**Aim of the exercise**:
Write out the listing in full, matching it word for word.
○ ○ ○ ○
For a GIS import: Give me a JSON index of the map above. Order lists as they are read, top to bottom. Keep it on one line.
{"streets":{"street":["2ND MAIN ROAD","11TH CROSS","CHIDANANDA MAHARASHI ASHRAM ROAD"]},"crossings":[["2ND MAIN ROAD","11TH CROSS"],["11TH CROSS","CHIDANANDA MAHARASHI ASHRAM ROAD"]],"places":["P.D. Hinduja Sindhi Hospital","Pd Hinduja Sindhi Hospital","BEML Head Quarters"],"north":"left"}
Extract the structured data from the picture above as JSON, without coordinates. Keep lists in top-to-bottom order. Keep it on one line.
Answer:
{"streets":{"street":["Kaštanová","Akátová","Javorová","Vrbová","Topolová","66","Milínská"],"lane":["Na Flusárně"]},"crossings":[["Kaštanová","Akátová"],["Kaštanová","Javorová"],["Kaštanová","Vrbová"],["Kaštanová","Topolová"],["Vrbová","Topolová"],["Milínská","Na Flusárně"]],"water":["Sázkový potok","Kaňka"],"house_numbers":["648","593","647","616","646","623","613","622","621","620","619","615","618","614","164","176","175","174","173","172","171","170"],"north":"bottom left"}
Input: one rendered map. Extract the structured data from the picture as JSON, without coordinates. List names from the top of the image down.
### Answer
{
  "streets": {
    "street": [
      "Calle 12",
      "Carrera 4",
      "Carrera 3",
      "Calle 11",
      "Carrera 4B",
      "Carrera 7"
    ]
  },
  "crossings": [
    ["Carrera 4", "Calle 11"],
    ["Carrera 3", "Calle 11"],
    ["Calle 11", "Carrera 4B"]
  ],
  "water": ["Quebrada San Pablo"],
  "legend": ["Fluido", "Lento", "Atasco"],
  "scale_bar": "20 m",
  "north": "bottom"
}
○ ○ ○ ○
**The answer**:
For a GIS import: Give me a JSON index of the map above. Order lists as they are read, top to bottom. Keep it on one line.
{"streets":{"street":["2ND MAIN ROAD","11TH CROSS","CHIDANANDA MAHARASHI ASHRAM ROAD"]},"crossings":[["2ND MAIN ROAD","11TH CROSS"],["11TH CROSS","CHIDANANDA MAHARASHI ASHRAM ROAD"]],"places":["P.D. Hinduja Sindhi Hospital","Pd Hinduja Sindhi Hospital","BEML Head Quarters"],"north":"left"}
Extract the structured data from the picture above as JSON, without coordinates. Keep lists in top-to-bottom order. Keep it on one line.
Answer:
{"streets":{"street":["Kaštanová","Akátová","Javorová","Vrbová","Topolová","66","Milínská"],"lane":["Na Flusárně"]},"crossings":[["Kaštanová","Akátová"],["Kaštanová","Javorová"],["Kaštanová","Vrbová"],["Kaštanová","Topolová"],["Vrbová","Topolová"],["Milínská","Na Flusárně"]],"water":["Sázkový potok","Kaňka"],"house_numbers":["648","593","647","616","646","623","613","622","621","620","619","615","618","614","164","176","175","174","173","172","171","170"],"north":"bottom left"}
Input: one rendered map. Extract the structured data from the picture as JSON, without coordinates. List names from the top of the image down.
### Answer
{
  "streets": {
    "street": [
      "Calle 12",
      "Carrera 4",
      "Carrera 3",
      "Calle 11",
      "Carrera 4B",
      "Carrera 7"
    ]
  },
  "crossings": [
    ["Carrera 4", "Calle 11"],
    ["Carrera 3", "Calle 11"],
    ["Calle 11", "Carrera 4B"]
  ],
  "water": ["Quebrada San Pablo"],
  "legend": ["Fluido", "Lento", "Atasco"],
  "scale_bar": "20 m",
  "north": "bottom"
}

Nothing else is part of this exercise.